A área do túmulo é pavimentada com pedras irregulares de granito de Cape Cod, que foram extraídas por volta de 1817 perto da casa do presidente & # 8217s e selecionadas por membros de sua família. O trevo e, mais tarde, o sedum foram plantados nas fendas para dar a aparência de pedras que se encontram naturalmente em um campo de Massachusetts.

Do canto superior esquerdo, Patrick Bouvier Kennedy, John Fitzgerald Kennedy,
Jacqueline Bouvier Kennedy Onassis, filha (natimorta)

Jacqueline Bouvier Kennedy Onassis

Perto está o túmulo de Robert Kennedy.
Esta cruz simples era seu desejo.

Arlington House (mansão Custis-Lee)
O túmulo de Robert Kennedy & # 8217s fica no sopé desta encosta.

Cerca de
o túmulo de John F. Kennedy

Em 4 de dezembro de 1963, as duas crianças falecidas de Kennedy foram enterradas novamente em Arlington, Patrick Bouvier Kennedy, que havia falecido JFK 15 semanas antes de Brookline e a filha natimorta de Newport, R.I.

Originalmente, o local era gramado e cercado por uma cerca branca.

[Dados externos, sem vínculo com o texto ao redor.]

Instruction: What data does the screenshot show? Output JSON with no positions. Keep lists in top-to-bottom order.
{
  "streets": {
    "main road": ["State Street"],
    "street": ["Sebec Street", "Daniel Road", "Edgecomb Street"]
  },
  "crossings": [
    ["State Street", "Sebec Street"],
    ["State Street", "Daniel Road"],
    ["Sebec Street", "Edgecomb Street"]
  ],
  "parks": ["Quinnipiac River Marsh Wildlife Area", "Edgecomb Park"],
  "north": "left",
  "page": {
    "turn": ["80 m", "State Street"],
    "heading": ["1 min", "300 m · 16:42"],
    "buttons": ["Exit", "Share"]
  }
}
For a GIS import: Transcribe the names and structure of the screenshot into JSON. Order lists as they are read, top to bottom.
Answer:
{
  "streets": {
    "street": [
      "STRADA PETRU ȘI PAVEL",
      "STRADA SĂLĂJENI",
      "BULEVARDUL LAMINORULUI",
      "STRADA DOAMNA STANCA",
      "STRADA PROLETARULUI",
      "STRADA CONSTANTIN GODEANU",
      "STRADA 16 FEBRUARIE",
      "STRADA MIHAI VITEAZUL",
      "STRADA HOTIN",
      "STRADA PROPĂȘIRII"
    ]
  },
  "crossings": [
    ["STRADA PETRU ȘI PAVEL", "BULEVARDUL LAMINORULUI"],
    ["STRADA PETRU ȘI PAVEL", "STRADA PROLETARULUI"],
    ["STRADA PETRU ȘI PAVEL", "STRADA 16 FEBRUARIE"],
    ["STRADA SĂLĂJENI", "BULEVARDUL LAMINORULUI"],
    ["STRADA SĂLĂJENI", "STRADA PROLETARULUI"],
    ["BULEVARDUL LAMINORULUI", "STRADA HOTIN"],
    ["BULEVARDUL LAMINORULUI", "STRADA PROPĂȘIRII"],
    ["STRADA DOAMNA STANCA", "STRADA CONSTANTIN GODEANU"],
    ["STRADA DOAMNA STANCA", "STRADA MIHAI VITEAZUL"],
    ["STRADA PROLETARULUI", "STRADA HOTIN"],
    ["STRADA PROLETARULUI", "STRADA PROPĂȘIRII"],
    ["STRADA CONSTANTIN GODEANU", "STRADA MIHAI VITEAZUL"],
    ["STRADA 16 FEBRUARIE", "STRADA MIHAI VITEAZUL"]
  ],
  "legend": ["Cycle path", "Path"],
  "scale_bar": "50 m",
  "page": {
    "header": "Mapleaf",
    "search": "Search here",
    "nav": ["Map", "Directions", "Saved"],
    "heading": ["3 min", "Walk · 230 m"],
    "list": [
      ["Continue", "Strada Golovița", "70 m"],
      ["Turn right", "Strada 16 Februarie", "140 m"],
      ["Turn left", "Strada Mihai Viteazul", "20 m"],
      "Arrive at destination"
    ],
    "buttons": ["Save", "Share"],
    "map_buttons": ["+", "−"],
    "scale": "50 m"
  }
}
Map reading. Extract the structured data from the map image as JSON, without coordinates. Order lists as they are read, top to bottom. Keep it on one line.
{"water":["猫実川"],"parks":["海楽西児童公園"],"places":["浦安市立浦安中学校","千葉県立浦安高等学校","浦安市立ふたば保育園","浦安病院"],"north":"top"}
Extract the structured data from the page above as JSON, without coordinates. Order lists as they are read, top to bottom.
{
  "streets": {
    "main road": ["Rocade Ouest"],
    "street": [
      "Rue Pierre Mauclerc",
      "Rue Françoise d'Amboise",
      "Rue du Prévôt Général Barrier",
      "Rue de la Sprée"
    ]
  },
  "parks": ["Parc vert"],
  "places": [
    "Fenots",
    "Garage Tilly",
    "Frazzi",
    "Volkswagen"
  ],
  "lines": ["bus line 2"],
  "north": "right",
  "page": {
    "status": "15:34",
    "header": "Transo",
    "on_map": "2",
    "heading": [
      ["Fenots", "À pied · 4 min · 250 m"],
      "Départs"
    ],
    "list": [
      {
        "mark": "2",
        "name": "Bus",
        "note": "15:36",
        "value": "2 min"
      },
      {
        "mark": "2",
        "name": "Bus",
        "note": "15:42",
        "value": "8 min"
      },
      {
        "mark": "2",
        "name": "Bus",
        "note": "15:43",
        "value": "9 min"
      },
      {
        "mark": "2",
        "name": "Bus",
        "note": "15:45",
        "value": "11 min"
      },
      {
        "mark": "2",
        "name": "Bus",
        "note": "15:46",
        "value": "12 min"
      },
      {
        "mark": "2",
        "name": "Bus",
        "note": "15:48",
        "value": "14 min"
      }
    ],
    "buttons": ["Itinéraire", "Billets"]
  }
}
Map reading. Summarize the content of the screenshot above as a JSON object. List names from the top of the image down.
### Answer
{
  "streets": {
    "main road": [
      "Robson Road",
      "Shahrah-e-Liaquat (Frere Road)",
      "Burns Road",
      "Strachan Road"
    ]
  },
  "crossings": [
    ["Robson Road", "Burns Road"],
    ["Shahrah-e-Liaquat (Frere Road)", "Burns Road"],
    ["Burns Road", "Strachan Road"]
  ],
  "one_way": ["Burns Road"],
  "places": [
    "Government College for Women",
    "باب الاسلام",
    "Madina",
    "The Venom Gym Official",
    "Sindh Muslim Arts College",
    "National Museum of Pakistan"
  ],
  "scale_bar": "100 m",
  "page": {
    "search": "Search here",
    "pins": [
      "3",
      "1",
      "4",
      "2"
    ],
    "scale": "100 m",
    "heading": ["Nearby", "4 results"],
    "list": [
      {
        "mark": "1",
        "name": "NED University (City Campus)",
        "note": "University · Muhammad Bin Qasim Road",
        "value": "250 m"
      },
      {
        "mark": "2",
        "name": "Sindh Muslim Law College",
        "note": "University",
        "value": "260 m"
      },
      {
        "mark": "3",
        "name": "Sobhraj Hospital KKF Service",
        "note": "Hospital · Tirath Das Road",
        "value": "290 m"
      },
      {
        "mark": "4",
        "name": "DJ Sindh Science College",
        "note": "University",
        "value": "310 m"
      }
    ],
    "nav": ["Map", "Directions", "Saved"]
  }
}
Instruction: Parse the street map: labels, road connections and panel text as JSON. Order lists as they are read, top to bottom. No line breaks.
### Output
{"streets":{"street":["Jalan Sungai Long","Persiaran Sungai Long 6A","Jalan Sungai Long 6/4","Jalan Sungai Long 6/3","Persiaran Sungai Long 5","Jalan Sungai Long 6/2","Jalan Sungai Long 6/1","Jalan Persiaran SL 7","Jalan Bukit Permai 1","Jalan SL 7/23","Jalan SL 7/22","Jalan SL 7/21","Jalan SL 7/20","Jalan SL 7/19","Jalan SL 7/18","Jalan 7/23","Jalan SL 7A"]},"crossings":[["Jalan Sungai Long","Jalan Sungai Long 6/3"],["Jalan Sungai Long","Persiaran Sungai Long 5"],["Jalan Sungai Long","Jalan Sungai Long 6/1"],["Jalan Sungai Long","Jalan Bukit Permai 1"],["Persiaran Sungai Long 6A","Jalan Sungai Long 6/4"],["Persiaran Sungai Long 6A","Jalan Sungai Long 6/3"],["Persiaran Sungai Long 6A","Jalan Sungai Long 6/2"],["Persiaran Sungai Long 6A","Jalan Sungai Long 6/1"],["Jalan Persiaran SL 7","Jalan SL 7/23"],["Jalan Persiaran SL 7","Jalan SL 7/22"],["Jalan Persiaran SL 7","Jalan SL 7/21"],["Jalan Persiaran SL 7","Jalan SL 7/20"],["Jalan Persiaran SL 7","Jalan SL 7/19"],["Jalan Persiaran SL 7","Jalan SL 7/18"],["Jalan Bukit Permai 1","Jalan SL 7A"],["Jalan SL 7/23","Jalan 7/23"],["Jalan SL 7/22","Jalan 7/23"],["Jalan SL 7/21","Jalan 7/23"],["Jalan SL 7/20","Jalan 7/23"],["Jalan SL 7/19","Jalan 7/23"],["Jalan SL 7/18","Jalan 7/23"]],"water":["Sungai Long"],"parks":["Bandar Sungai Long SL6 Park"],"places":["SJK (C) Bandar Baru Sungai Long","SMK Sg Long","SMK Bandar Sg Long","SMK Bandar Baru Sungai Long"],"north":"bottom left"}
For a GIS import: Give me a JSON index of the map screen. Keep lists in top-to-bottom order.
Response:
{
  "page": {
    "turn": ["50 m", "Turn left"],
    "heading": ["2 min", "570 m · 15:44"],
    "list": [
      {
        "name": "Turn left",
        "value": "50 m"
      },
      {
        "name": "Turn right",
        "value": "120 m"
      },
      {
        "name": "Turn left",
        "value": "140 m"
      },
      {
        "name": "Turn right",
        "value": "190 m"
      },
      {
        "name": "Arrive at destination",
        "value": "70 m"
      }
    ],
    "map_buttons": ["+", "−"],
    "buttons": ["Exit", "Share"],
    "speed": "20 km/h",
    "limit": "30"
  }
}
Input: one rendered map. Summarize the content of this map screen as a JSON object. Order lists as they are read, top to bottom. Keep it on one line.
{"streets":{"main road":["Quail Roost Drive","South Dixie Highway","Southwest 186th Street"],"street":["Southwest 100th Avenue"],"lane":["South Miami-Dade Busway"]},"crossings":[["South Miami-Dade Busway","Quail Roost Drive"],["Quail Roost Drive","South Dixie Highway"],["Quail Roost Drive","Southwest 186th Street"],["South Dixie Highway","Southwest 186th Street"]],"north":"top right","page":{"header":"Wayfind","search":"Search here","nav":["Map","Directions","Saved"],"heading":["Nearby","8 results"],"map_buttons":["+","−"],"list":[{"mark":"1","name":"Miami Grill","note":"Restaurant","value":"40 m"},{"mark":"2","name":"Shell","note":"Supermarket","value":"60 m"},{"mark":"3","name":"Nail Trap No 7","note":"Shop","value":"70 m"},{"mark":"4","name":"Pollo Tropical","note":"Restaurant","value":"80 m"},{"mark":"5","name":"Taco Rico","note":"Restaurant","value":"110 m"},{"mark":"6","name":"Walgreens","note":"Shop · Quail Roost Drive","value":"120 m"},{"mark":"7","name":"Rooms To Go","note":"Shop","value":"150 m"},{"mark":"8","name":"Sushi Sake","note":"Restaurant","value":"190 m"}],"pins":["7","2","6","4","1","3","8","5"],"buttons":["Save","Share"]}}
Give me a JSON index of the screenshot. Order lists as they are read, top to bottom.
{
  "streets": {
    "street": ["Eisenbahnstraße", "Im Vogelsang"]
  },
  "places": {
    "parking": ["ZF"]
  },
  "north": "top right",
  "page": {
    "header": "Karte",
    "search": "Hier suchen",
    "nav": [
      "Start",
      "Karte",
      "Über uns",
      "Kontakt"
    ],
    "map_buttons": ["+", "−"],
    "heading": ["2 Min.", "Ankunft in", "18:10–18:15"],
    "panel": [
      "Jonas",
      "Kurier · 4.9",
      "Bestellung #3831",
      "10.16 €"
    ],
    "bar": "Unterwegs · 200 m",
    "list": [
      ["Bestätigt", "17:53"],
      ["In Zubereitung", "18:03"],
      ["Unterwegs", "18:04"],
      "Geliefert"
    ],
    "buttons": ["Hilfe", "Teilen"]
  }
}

O lote inicial tinha 6 por 9 metros.

Mas ninguém havia previsto o grande número de pessoas que passariam para prestar suas homenagens. isso representou um problema. Funcionários do cemitério e membros da família Kennedy reconheceram que uma solução melhor era necessária. O local inteiro tem 3,2 acres e é propriedade federal, não propriedade de Kennedy.

A reconstrução foi concluída em 1967 no lote de paralelepípedos mais familiar que vemos hoje. O presidente Kennedy e seus dois filhos falecidos foram discretamente reenterrados neste novo túmulo. O cardeal Cushing abençoou formalmente o novo local em um culto privado, ao qual compareceram a Sra. Kennedy, os senadores Robert e Edward Kennedy e o presidente Lyndon Johnson.

Em 23 de maio de 1994, Jacqueline Bouvier Kennedy Onassis foi enterrada ao lado do presidente John Kennedy. Hoje a chama eterna arde acima e entre eles e cada um deles é flanqueado por uma criança falecida.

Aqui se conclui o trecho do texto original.